Она надела туфлю, встала, подобрала зонтик и, не взглянув на Говядина, пошла к реке.
"Вот дура, вот дура, не спросила даже адреса, - куда писать, - думала она, спускаясь с обрыва, - не то в Кинешму, не то в Нижний. Вот теперь и сиди с Говядиным. Ах, боже мой". Она обернулась. Семен Семенович шагал по спуску, по траве, подымая ноги, как журавль, и глядел в сторону. "Напишу Кате: "Представь себе, кажется, я полюбила, так мне кажется". И, прислушиваясь внимательно, Даша повторила вполголоса! "Милый, милый, милый, Иван Ильич".
В это время неподалеку раздался голос: "Не полезу и не полезу, пусти, юбку оборвешь". По колена в воде у берега бегал голый человек, пожилой, с короткой бородой, с желтыми ребрами, с черным гайтаном креста на впалой груди. Он был непристоен и злобно, молча тащил в воду унылую женщину. Она повторяла: "Пусти, юбку оборвешь".
Тогда Даша изо всей силы побежала вдоль берега к лодке, - стиснуло горло от омерзения и стыда. Покуда она сталкивала лодку в воду, подбежал запыхавшийся Говядин. Не отвечая ему, не глядя, Даша села на корму, прикрылась зонтом и молчала всю обратную дорогу.
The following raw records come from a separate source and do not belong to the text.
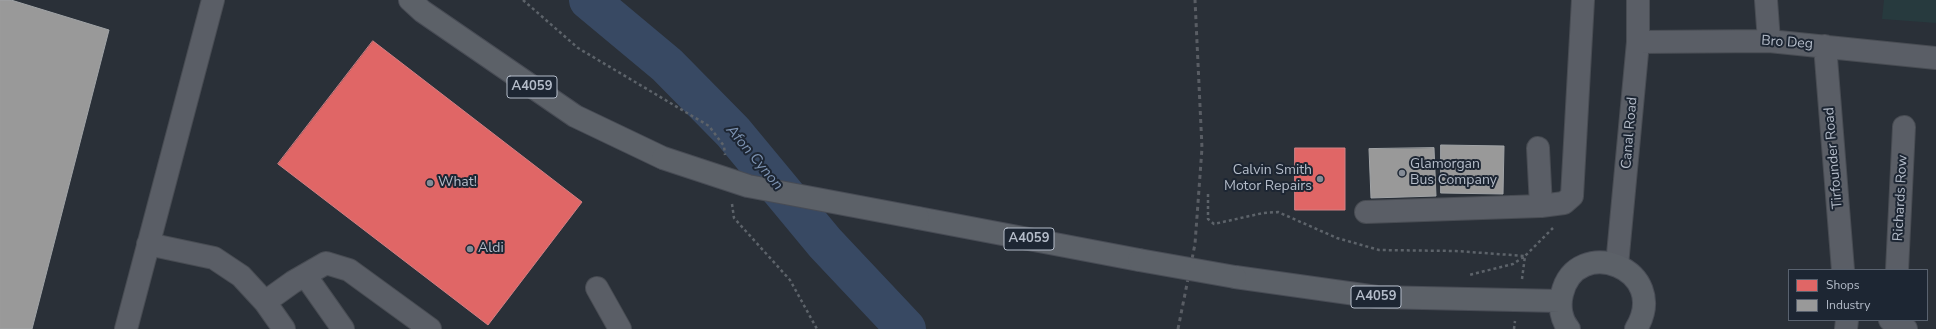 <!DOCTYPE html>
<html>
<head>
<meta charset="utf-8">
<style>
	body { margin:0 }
	#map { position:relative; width:1936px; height:329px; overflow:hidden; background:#2a3038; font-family:"Nunito Sans",sans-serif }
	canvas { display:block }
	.legend { position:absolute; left:1788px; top:269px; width:140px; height:52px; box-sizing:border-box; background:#1d2633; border:1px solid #59626f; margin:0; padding:5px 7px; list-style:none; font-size:12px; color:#b4bcc9 }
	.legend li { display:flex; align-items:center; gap:8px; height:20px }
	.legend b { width:20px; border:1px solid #59626f }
</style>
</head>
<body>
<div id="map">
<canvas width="1936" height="329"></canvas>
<ul class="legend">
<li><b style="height:11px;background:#e06666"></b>Shops</li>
<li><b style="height:11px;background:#999"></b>Industry</li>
</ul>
</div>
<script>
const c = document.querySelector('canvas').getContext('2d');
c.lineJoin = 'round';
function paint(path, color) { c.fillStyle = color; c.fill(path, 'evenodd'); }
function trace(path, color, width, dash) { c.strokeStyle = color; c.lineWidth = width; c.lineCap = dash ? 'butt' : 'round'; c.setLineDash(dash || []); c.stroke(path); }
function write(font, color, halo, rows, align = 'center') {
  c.font = font + ' "Nunito Sans",sans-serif'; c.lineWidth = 4; c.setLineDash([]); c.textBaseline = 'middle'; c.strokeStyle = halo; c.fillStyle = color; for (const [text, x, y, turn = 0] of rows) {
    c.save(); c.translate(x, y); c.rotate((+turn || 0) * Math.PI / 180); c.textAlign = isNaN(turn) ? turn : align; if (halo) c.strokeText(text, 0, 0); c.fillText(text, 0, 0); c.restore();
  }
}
const green = new Path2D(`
	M1884,0H1936V23L1882,19Z`);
const shops = new Path2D(`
	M373,41L582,202L488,325L278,164Z
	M1295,148H1345V210H1295Z`);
const industry = new Path2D(`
	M0,0H11L109,30L32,329H0Z
	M1441,145L1504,146L1503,194L1441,193Z
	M1434,148L1436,196L1371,198L1369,149Z`);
const river = new Path2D(`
	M589,0L667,65L733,132L825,243L906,329`);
const path = new Path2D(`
	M523,0L578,48L709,126L724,146L725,155
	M1208,194V219L1214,224L1263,213L1278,212L1337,238L1379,250L1456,251L1525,256L1513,264L1469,275
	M732,204L734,218L790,280L817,329
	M1522,279L1525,256L1553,228
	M1514,329L1515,321`);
const minor = new Path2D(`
	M1766,0L1769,41
	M1638,42L1769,41L1936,58
	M1825,46L1843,270
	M1538,148L1541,206
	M1366,212L1541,206L1564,203L1572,196L1583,0
	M148,244L214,258L241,276L265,302L284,329
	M1617,265L1638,42V0
	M1897,270L1904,127
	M305,275L343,329
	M597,288L620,329
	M265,302L293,282L326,263L349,270L430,329
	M1890,320L1906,329
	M126,329L213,0
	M1846,329L1847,320`);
const major = new Path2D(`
	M410,0L422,11L575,116L663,158
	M918,218L1139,260
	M1235,277L1377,297L1560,301
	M1569,329C1561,320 1559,306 1562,294C1576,233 1672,269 1636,329`);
const rail = new Path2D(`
	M1178,329L1195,244L1202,148L1195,0`);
const majorBridge = new Path2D(`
	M663,158L748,186L918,218
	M1139,260L1235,277`);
const markers = [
	[1402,173,4,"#848b96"],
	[1320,179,4,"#848b96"],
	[430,183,4,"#848b96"],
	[470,249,4,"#848b96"]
];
const shields = [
	[532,87,50],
	[1029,239,50],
	[1376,297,50]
];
const shieldNames = [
	["A4059",532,87],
	["A4059",1029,239],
	["A4059",1376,297]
];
const streetNames = [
	["Bro Deg",1787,43,4],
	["Canal Road",1630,133,-85],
	["Tirfounder Road",1834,158,-95],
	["Richards Row",1901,198,-87]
];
const poiNames = [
	["Glamorgan",1410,165],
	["Bus Company",1410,181],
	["Calvin Smith",1312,171,"right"],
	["Motor Repairs",1312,187,"right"],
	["What!",438,183],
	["Aldi",478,249]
];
const waterNames = [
	["Afon Cynon",754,158,50]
];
paint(green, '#273a3e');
paint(shops, '#e06666');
trace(shops, '#d38084', 1);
paint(industry, '#999');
trace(industry, '#a1a4a7', 1);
trace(river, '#384963', 40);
trace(minor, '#484c53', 24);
trace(major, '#484c55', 24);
trace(path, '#5d636a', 2.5, [3, 3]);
trace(minor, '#5a5e66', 22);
trace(major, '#5c6168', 22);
trace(rail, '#595d64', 3, [4, 4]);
trace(majorBridge, '#484c55', 24, []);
trace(majorBridge, '#5c6168', 22);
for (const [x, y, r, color] of markers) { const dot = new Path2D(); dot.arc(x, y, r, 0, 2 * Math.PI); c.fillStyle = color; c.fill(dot); trace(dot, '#1d2633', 1.5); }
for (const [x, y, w] of shields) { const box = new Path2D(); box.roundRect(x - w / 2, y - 11, w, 22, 3); c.fillStyle = '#1d2633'; c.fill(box); trace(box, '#b4bcc9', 1); }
write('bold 13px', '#b4bcc9', null, shieldNames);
write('14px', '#b4bcc9', '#1d2633', streetNames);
write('14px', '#b4bcc9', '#1d2633', poiNames, 'left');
write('italic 15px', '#7c92b1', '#1d2633', waterNames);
</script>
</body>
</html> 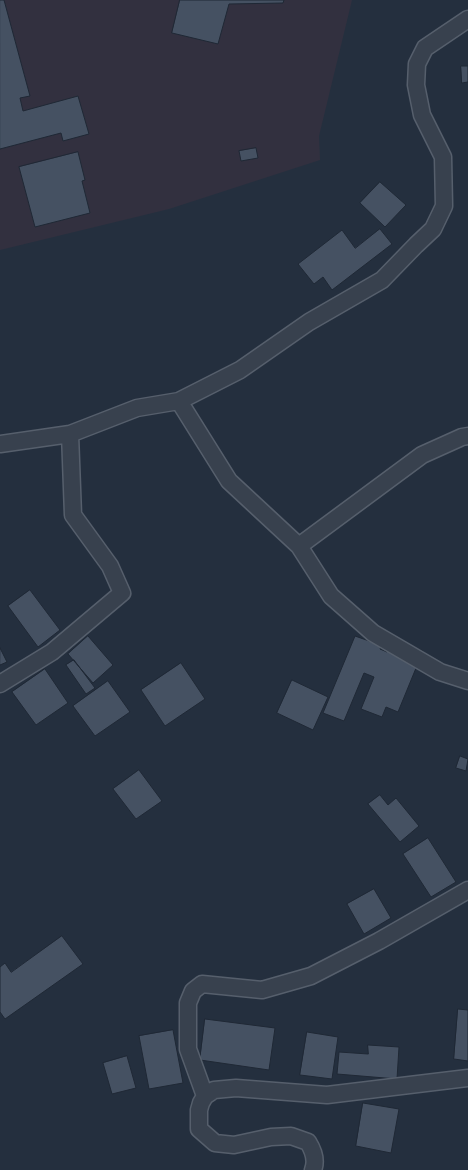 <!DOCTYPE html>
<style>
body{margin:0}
canvas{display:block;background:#242f3e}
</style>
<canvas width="468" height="1170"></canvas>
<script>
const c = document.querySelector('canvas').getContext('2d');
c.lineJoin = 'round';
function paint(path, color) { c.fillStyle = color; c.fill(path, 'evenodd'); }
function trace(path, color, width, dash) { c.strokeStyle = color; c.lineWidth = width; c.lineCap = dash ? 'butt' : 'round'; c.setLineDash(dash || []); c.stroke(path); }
paint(new Path2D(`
 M0,0h352l-33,136 1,24 -151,49 -169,41z`), '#32303f');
const building = new Path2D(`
 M0,0h4l26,96 -10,2 3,13 55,-15 11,38 -26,7 -2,-8 -61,16z
 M180,0h104l-1,3 -54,1 -11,40 -46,-11z
 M461,66h7v16l-6,1z
 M256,148l2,10 -17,3 -2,-10z
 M78,152l7,28 -3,1 8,32 -55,14 -16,-60z
 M380,182l26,23 -21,22 -25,-24z
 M380,229l12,15 -60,46 -9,-13 -9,7 -16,-20 44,-34 13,18z
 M30,590l30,40 -22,17 -30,-41z
 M377,632l9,4 -6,13 7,3 6,-13 30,12 -25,61 -12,-5 -4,10 -21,-8 13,-32 -10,-4 -20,48 -21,-8 32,-77 17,6z
 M88,636l25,29 -20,18 -25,-29z
 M0,648l7,14 -7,3z
 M74,660l21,28 -9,6 -20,-29z
 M181,663l24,36 -40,27 -24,-36z
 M45,669l23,34 -32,22 -24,-33z
 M292,680l36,17 -15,33 -36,-17z
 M108,681l22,31 -35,24 -22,-30z
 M460,756l8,3 -2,12 -10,-3z
 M139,770l23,31 -26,18 -23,-30z
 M380,795l8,10 8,-7 23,28 -19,16 -32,-38z
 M428,838l28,44 -25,15 -28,-43z
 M374,889l17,29 -27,16 -17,-30z
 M62,936l21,28 -78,55 -5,-7v-45l5,-4 6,9z
 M458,1009l10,1v51l-14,-2z
 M205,1019l70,9 -6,42 -69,-10z
 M173,1030l10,53 -34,6 -10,-53z
 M307,1032l31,5 -6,42 -32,-4z
 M368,1045l31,2 -2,32 -60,-5 2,-22 29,2z
 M127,1056l9,32 -24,6 -9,-31z
 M363,1103l36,6 -8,44 -35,-7z`);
paint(building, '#455162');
trace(building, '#1f2835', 1);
const minor = new Path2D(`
 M179,401l50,80 70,65 32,50 42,37 67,39 28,9
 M0,444l70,-10 67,-26 42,-7 61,-31 69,-48 73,-42 34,-35 17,-16 11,-23 -1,-49 -21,-42 -6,-30 1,-21 8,-16 43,-29
 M299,546l123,-91 40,-18 6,-1
 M0,684l52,-32 70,-59 -12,-27 -37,-51 -3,-81
 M205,1096l-17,-47v-46l5,-12 9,-7 60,6 49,-14 68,-35 89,-51
 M313,1170c4,-10 0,-20 -5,-28l-17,-6 -20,1 -37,8 -19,-2 -16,-14v-19l2,-7 4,-7 9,-6 22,-2 91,7 141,-17`);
trace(minor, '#565f6c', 19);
trace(minor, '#38414e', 16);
</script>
После этой прогулки у Даши каким-то особым, непонятным ей самой путем началась обида на Телегина, точно он был виноват во всем этом унынии пыльного, раскаленного солнцем провинциального города, с вонючими заборами и гнусными подворотнями, с кирпичными, как ящики, домишками, с телефонными и трамвайными столбами вместо деревьев, с тяжелым зноем в полдень, когда по серовато-белой, без теней, улице бредет одуревшая баба со связками вяленой рыбы на коромысле и кричит, глядя на пыльные окошки; "Рыбы воблой, рыбы", - но остановится около нее и понюхает рыбу какой-нибудь тоже одуревший и наполовину взбесившийся пес; когда со двора издалека дунайской, сосущей скукой заиграет шарманка.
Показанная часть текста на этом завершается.